Bugün itibarıyla depremlerin üzerinden tam iki yıl geçmiş oluyor. Hatay halkı olarak bizler,ilk günden bugüne taşından toprağına,havasından suyuna terk edilmiş memleketimizde yaşamaya çalışıyoruz. İki yıldır eğitimden sağlığa, hukuki haklarımızdan temel ihtiyaçlarımıza, barınmadan ulaşıma, altyapı ve üst yapı sorunlarına kadar her alanda büyük sorunlarla mücadele ediyoruz.

"İNSANCA YAŞAM KOŞULLARINDAN UZAK KONTEYNERLERDE YAŞAMAK İSTEMİYORUZ"

Kalıcı konutlarımızın bir yıl içinde teslim edileceği söylenmişken bizler hâlâ 21 metrekarelik teneke kutularına mahkum ediliyoruz. Toplu yaşamın getirdiği hijyen sorunları, elektrik ve su kesintileri  yaşamlarımızı dayanılmaz hale getiriyor. Birçok konteyner çürümüş durumda. Nitelikli geçici barınma talebimizi sağır sultan duymuş, merkezi ve yerel iktidar duymamıştır. İnsanca yaşam koşullarından çok uzak konteynerlerde yaşamak istemiyoruz!
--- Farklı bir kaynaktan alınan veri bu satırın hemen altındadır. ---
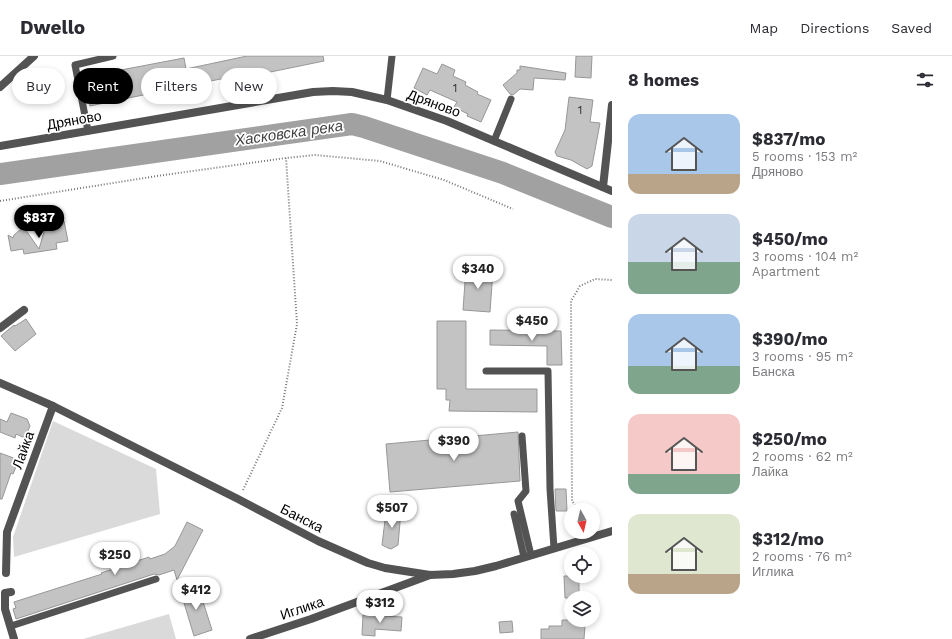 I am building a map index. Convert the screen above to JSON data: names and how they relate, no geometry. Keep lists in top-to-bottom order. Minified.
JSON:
{"streets":{"street":["Дряново","Лайка","Банска","Иглика"]},"crossings":[["Лайка","Банска"],["Банска","Иглика"]],"water":["Хасковска река"],"house_numbers":["1","1"],"north":"bottom","page":{"header":"Dwello","nav":["Map","Directions","Saved"],"heading":"8 homes","chip":["Buy","Rent","Filters","New"],"list":[{"name":"$837/mo","note":"5 rooms · 153 m² · Дряново"},{"name":"$450/mo","note":"3 rooms · 104 m² · Apartment"},{"name":"$390/mo","note":"3 rooms · 95 m² · Банска"},{"name":"$250/mo","note":"2 rooms · 62 m² · Лайка"},{"name":"$312/mo","note":"2 rooms · 76 m² · Иглика"}],"price":["$837","$340","$450","$390","$507","$250","$412","$312"]}} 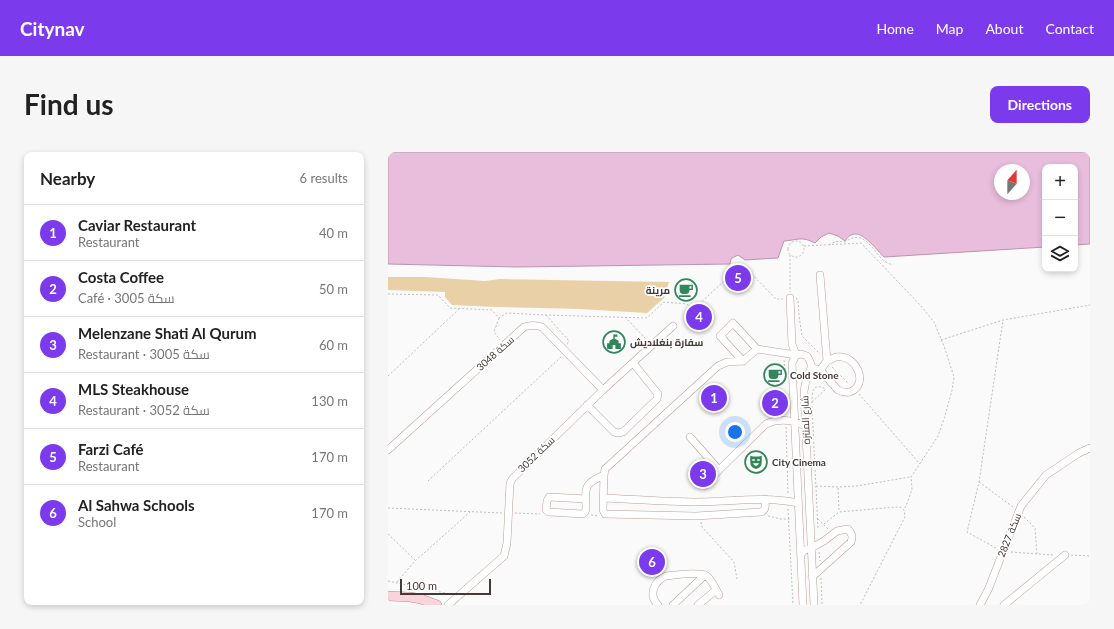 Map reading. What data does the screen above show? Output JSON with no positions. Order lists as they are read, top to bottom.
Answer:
{
  "streets": {
    "street": [
      "سكة 3048",
      "شارع المنتزه",
      "سكة 3052",
      "سكة 2827"
    ]
  },
  "crossings": [
    ["سكة 3048", "سكة 3052"]
  ],
  "places": {
    "cafe": ["مرينة", "Cold Stone"],
    "public building": ["سفارة بنغلاديش"],
    "theatre": ["City Cinema"]
  },
  "scale_bar": "100 m",
  "north": "top",
  "page": {
    "header": "Citynav",
    "nav": [
      "Home",
      "Map",
      "About",
      "Contact"
    ],
    "buttons": "Directions",
    "title": "Find us",
    "heading": ["Nearby", "6 results"],
    "map_buttons": ["+", "−"],
    "list": [
      {
        "mark": "1",
        "name": "Caviar Restaurant",
        "note": "Restaurant",
        "value": "40 m"
      },
      {
        "mark": "2",
        "name": "Costa Coffee",
        "note": "Café · سكة 3005",
        "value": "50 m"
      },
      {
        "mark": "3",
        "name": "Melenzane Shati Al Qurum",
        "note": "Restaurant · سكة 3005",
        "value": "60 m"
      },
      {
        "mark": "4",
        "name": "MLS Steakhouse",
        "note": "Restaurant · سكة 3052",
        "value": "130 m"
      },
      {
        "mark": "5",
        "name": "Farzi Café",
        "note": "Restaurant",
        "value": "170 m"
      },
      {
        "mark": "6",
        "name": "Al Sahwa Schools",
        "note": "School",
        "value": "170 m"
      }
    ],
    "pins": [
      "5",
      "4",
      "1",
      "2",
      "3",
      "6"
    ],
    "scale": "100 m"
  }
} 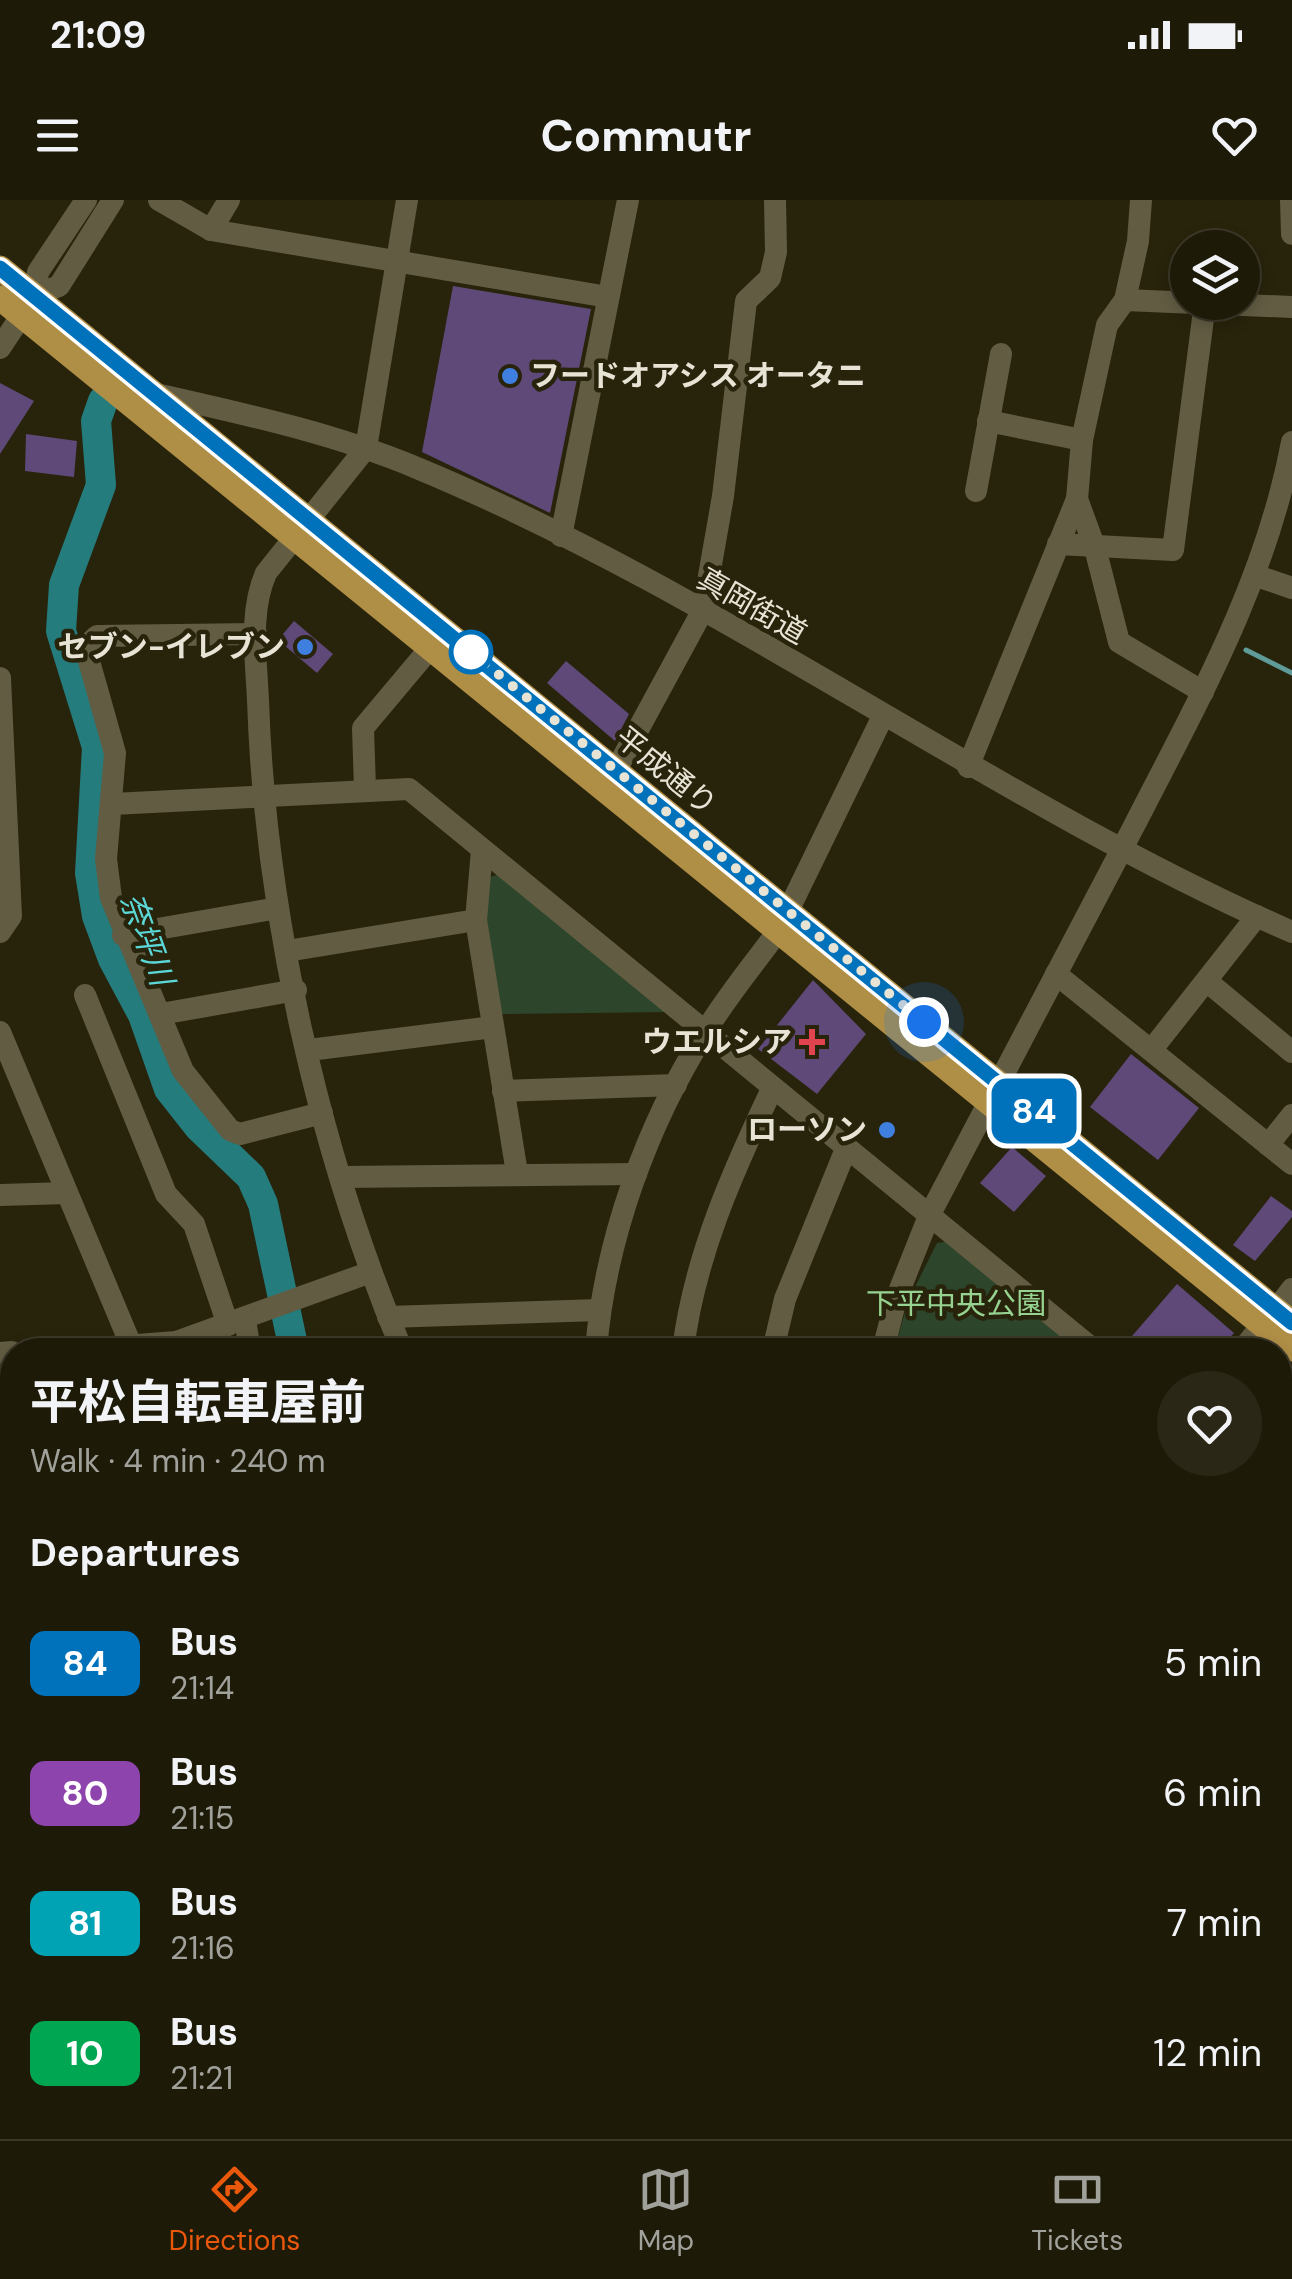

Günlerce süren elektrik ve su kesintileri, internete erişememe, yolların durumu, beton mikserleri ve hafriyat kamyonlarının sebep olduğu trafik kazaları, kaldırımların onarılmaması yalnızca konteyner kentlerde yaşayanların değil bütün Hatay halkının terk edildiği manzaranın can alıcı noktaları.

Deprem sonrası Hatay’da sağlık hizmetleri ciddi yapısal sorunlarla karşı karşıyadır. Yıkılan Aile Sağlığı Merkezlerinin yerine yeterli sayıda yeni bina inşa edilmemesi nedeniyle, birinci basamak sağlık hizmetleri yetersiz altyapıya sahip konteyner ASM’lerde sunulmaya devam etmektedir. Sağlık personeli eksikliği, ulaşım ve barınma gibi temel sorunlarla birleşerek hizmet sunumundaki aksaklıkları derinleştirmektedir.

İkinci ve üçüncü basamak sağlık hizmetlerinde ise yatak kapasitesinin yetersizliği, uzman hekim eksikliği ve tıbbi malzeme temininde yaşanan aksaklıklar devam etmektedir. Artan hava kirliliği ve kötüleşen çevresel koşullar halk sağlığı açısından ciddi riskler oluştururken, bebek ölümleri ve beslenme yetersizliğine bağlı büyüme gerilikleri önemli bir sağlık sorunu haline gelmiştir.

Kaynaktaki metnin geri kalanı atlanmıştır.